А Кнопочка вздохнула и сказала:

— Эх, ничего-то они не понимают.

До Барвинки наконец дошло, что тут у нее ничего не получилось. Кнопочка ведь так быстро с ней согласилась, что есть мясо — плохо, и сразу встала на ее сторону! А этим хоть бы что. Одна философия, а конкретных действий никто предпринимать не хочет. А как же — кому охота отказываться от вкусненькой еды? А животные-то страдают!

Но вслух она сказала:

— Пойдем отсюда, Кнопочка. Что с ними говорить? Они нас не понимают. Шутят, философствуют, стихи выдумывают…

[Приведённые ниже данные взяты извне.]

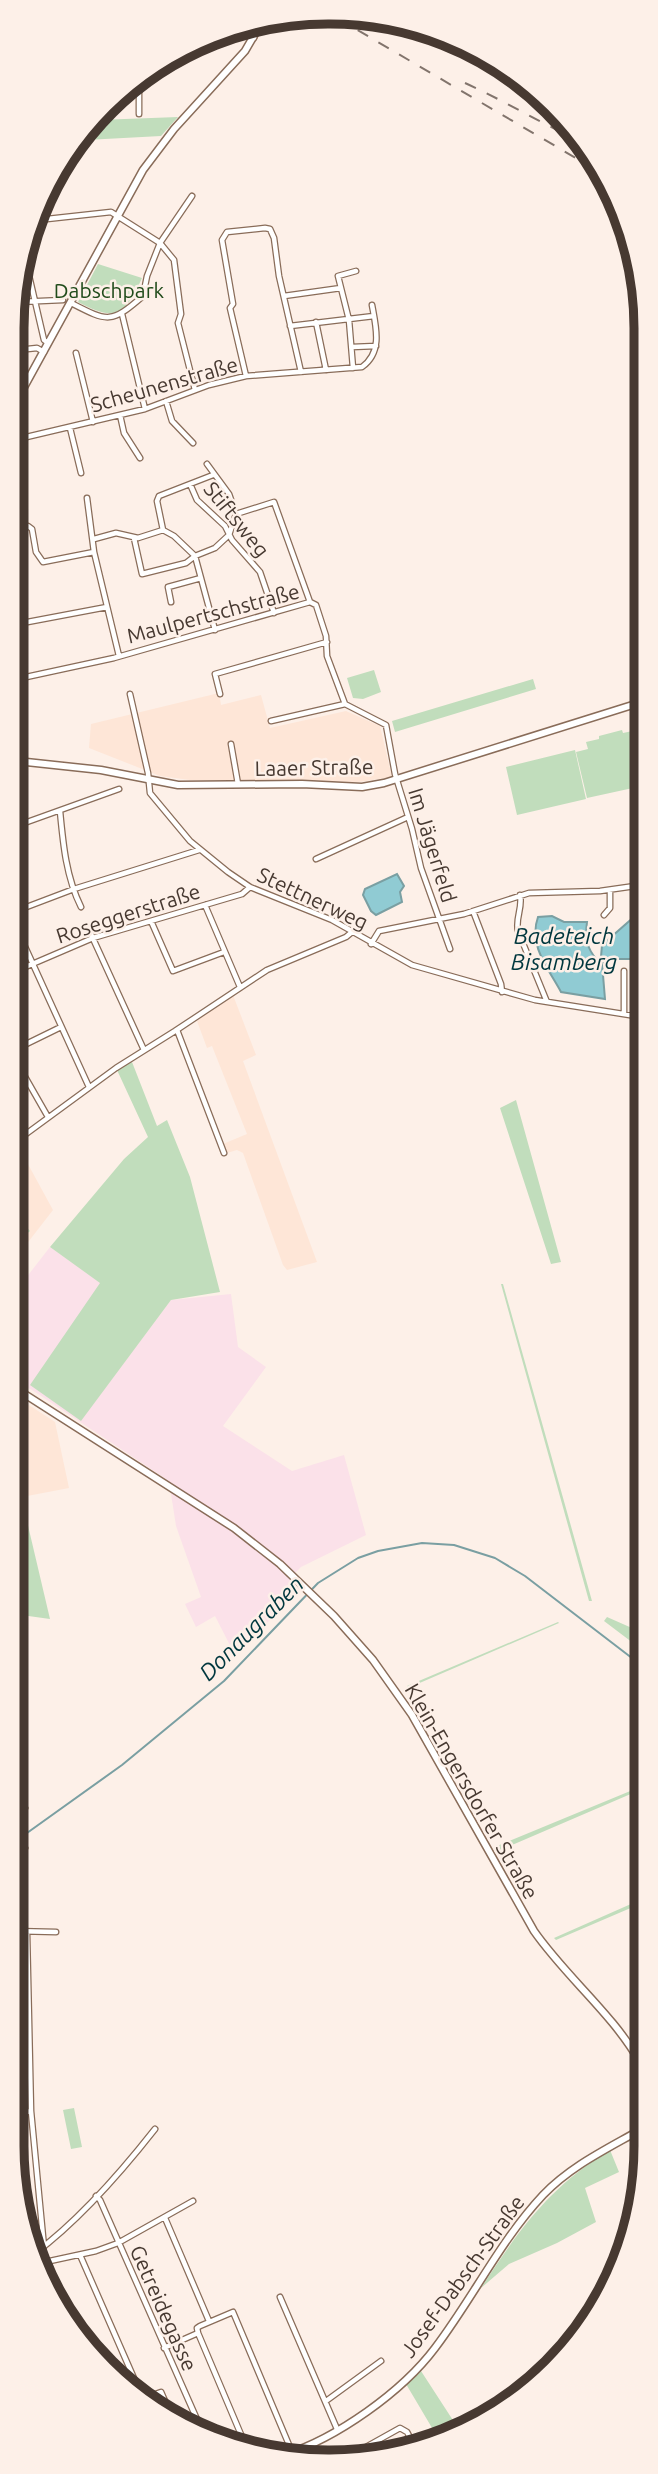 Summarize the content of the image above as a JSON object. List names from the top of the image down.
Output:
{
  "streets": {
    "main road": ["Laaer Straße", "Klein-Engersdorfer Straße", "Josef-Dabsch-Straße"],
    "street": [
      "Scheunenstraße",
      "Stiftsweg",
      "Maulpertschstraße",
      "Im Jägerfeld",
      "Stettnerweg",
      "Roseggerstraße",
      "Getreidegasse"
    ]
  },
  "crossings": [
    ["Stiftsweg", "Maulpertschstraße"],
    ["Maulpertschstraße", "Im Jägerfeld"],
    ["Laaer Straße", "Im Jägerfeld"],
    ["Laaer Straße", "Stettnerweg"],
    ["Stettnerweg", "Roseggerstraße"]
  ],
  "water": ["Badeteich Bisamberg", "Donaugraben"],
  "parks": ["Dabschpark"]
} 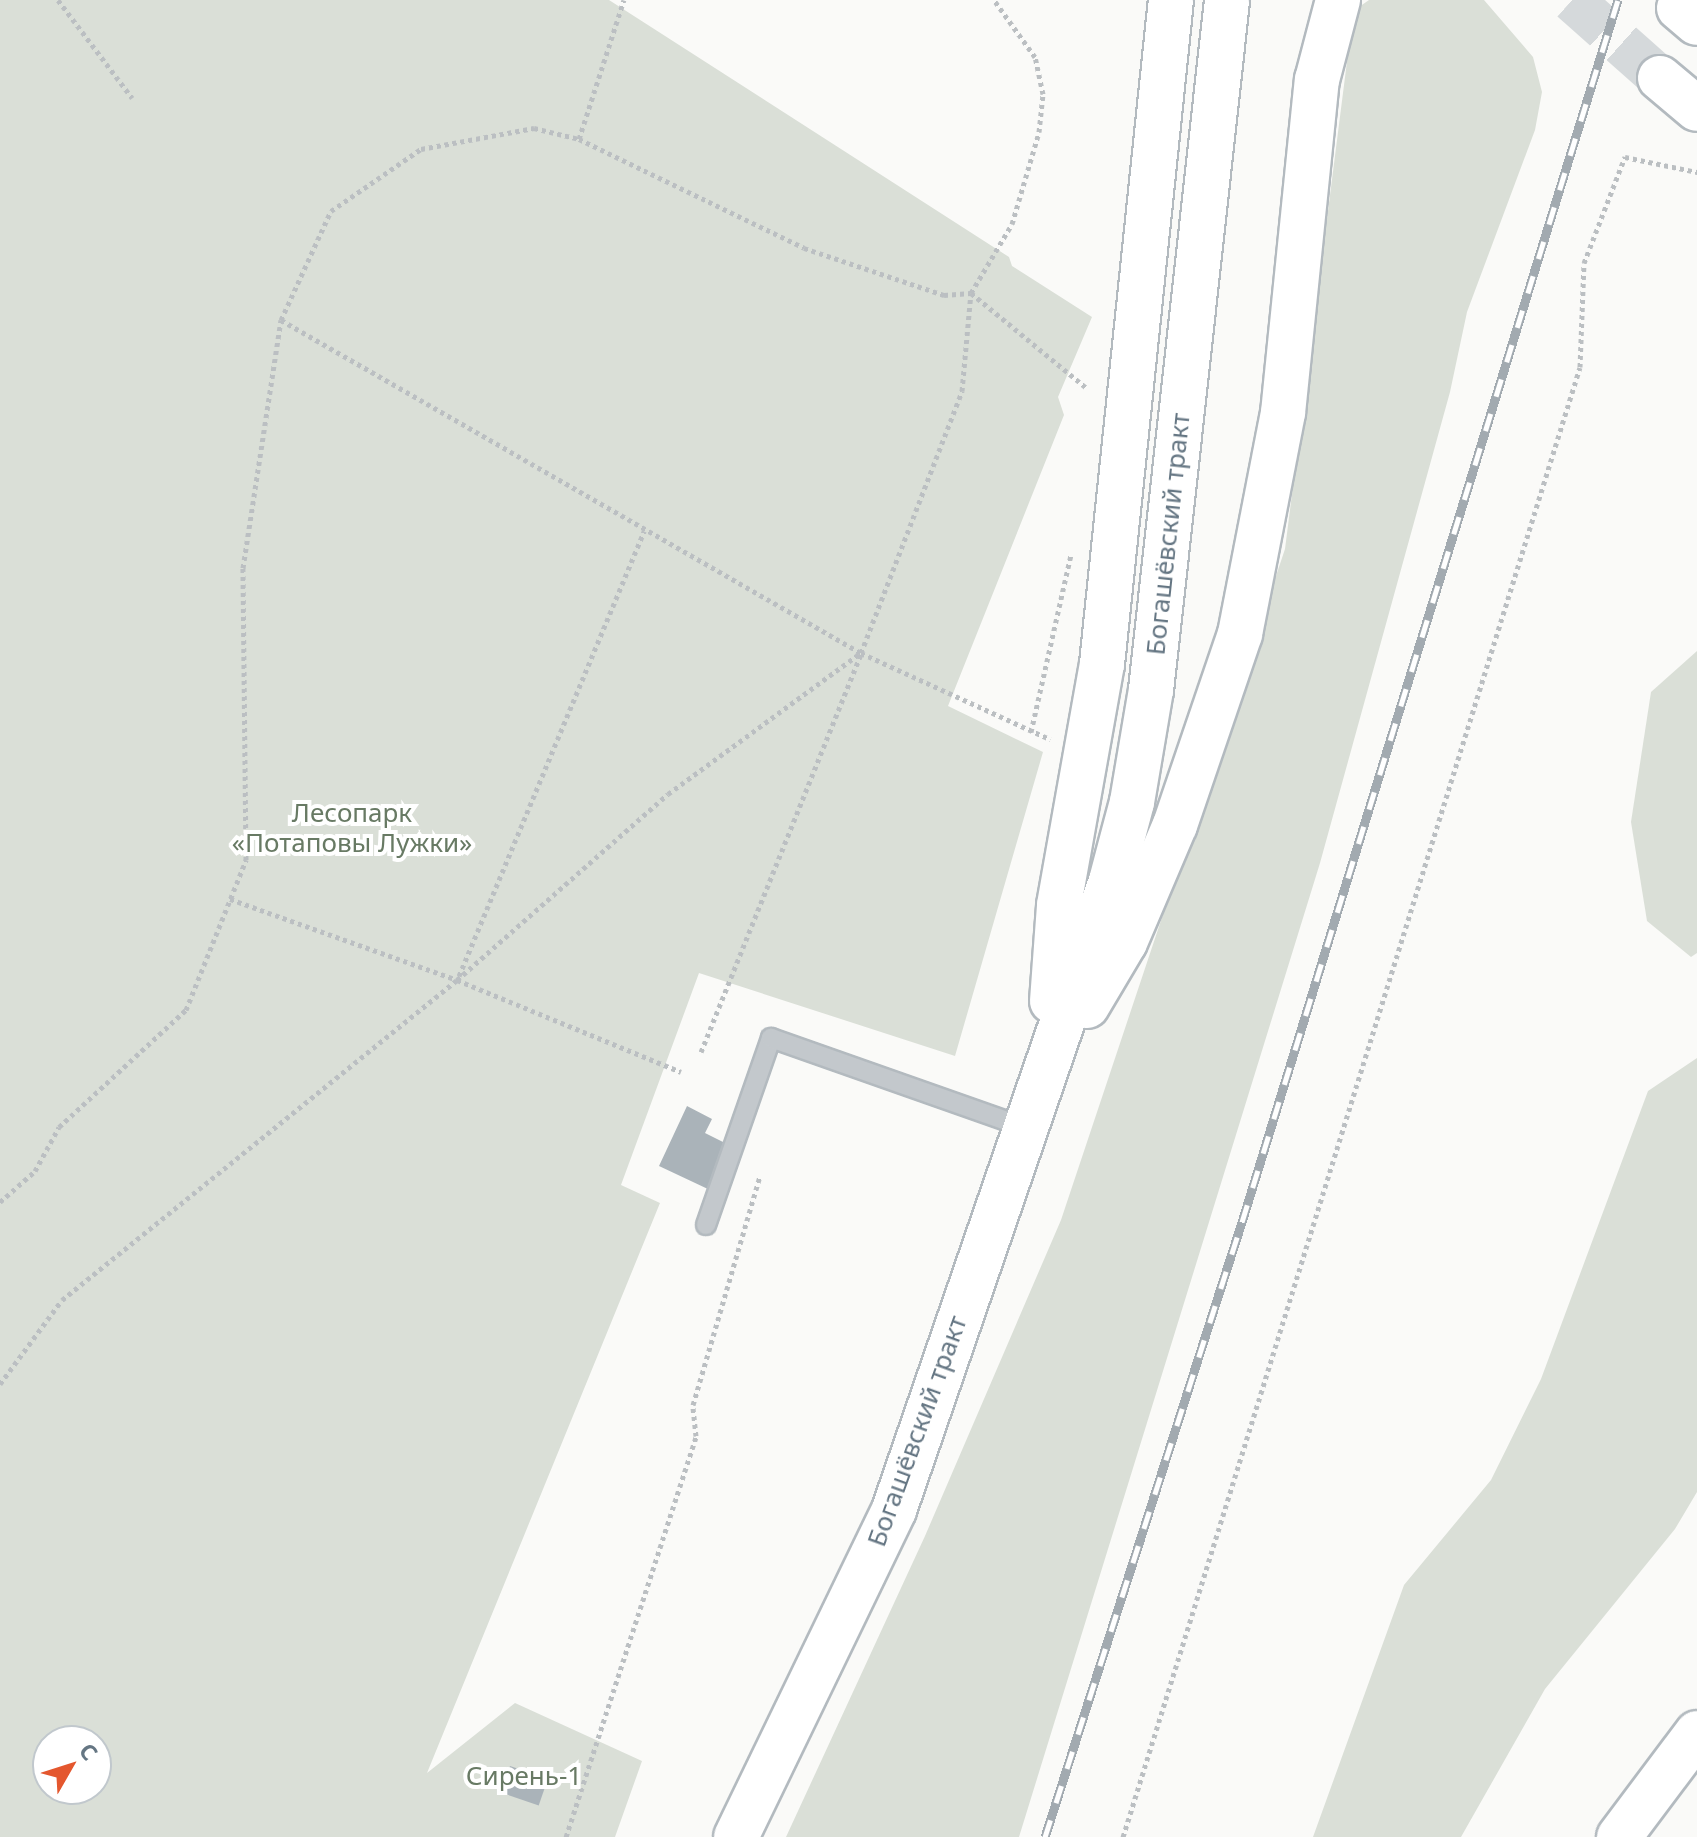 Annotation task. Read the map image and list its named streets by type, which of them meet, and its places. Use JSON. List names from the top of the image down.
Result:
{
  "streets": {
    "main road": ["Богашёвский тракт"]
  },
  "parks": ["Лесопарк «Потаповы Лужки»", "Сирень-1"],
  "north": "top right"
} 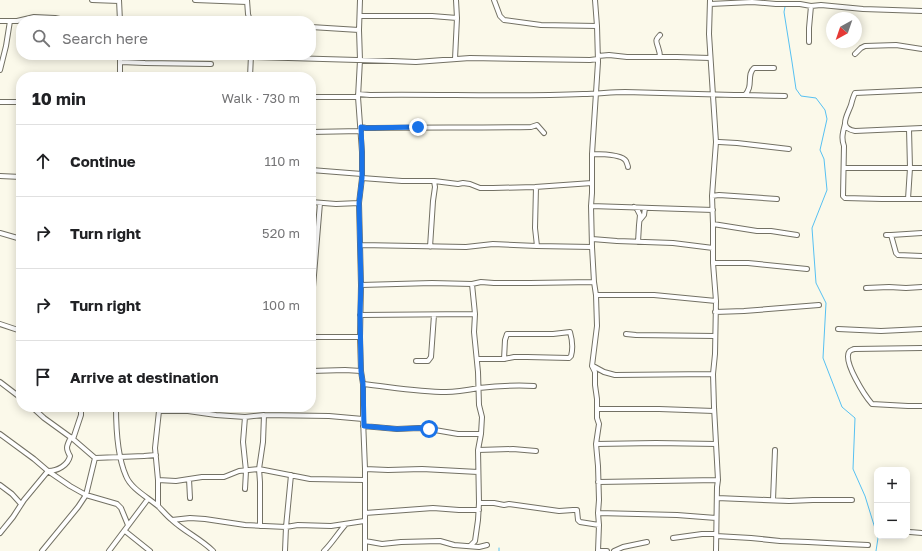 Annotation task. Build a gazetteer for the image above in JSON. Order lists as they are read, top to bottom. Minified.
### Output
{"north":"bottom left","page":{"search":"Search here","heading":["10 min","Walk · 730 m"],"list":[["Continue","110 m"],["Turn right","520 m"],["Turn right","100 m"],"Arrive at destination"],"map_buttons":["+","−"]}} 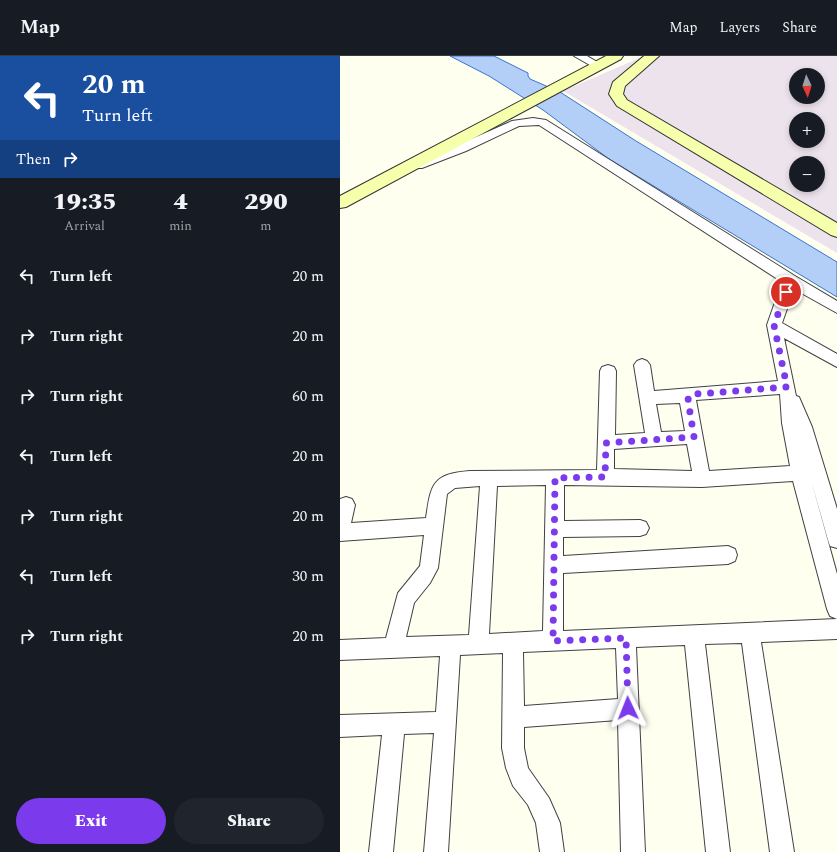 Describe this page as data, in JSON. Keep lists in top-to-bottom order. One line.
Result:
{"north":"bottom","page":{"header":"Map","nav":["Map","Layers","Share"],"turn":["20 m","Turn left"],"map_buttons":["+","−"],"then":"Then","eta":["19:35","Arrival","4","min","290","m"],"list":[{"name":"Turn left","value":"20 m"},{"name":"Turn right","value":"20 m"},{"name":"Turn right","value":"60 m"},{"name":"Turn left","value":"20 m"},{"name":"Turn right","value":"20 m"},{"name":"Turn left","value":"30 m"},{"name":"Turn right","value":"20 m"}],"buttons":["Exit","Share"]}}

— Подожди, Барвинка. Поешь хотя бы! — сказал Кастрюля. — Сегодня бесплатно, за счет заведения.

— Что это ты так расщедрился?

— Да посмотри, какую ты толпу здесь собрала!

Барвинка огляделась и увидела, что пока они спорили о мясе, в ресторан и правда набежала куча народу.

— Да это не я, а дождь.

— Ну нет — вон «Котлета» напротив пустая стоит, ни одного посетителя, а в соседнем «Чебуреке» один единственный малянец чебурек на вилку цепляет, — возразил художник Мальберт. — Людишкам приятно развлечься философией в дождливый день.

— Да дело тут вовсе не в философии! — набросилась на него Барвинка. — Пока ты правой рукой рисуешь а левой вот этот шашлык себе в рот заталкиваешь — на свете живые курицы и коровы гибнут.

Голодная Барвинка так разозлилась, что уже замахнулась и собиралась треснуть довольную физиономию художника прямо по лбу, но Кнопочка схватила ее за рукав:

— Давай пообедаем, — сказала она. — Я так проголодалась.

Барвинка колебалась.

— Пока поедим и подождем, что будет. Может, кто-нибудь и захочет нас поддержать. А если сейчас уйдем — то, значит, всё напрасно, — убеждала подруга.

Барвинка согласилась.

— Только смотри, — сказала она Кастрюле, — ты ведь понял, что мы не всякую еду едим.

— Конечно-конечно! — воскликнул Кастрюля. — Я знаю! Для вас — еда без убийств. Никакого мяса. И рыбы, — прибавил он. — Да я вас в отдельный зал отведу, он сейчас закрыт, там убирают. Специально для вас открою!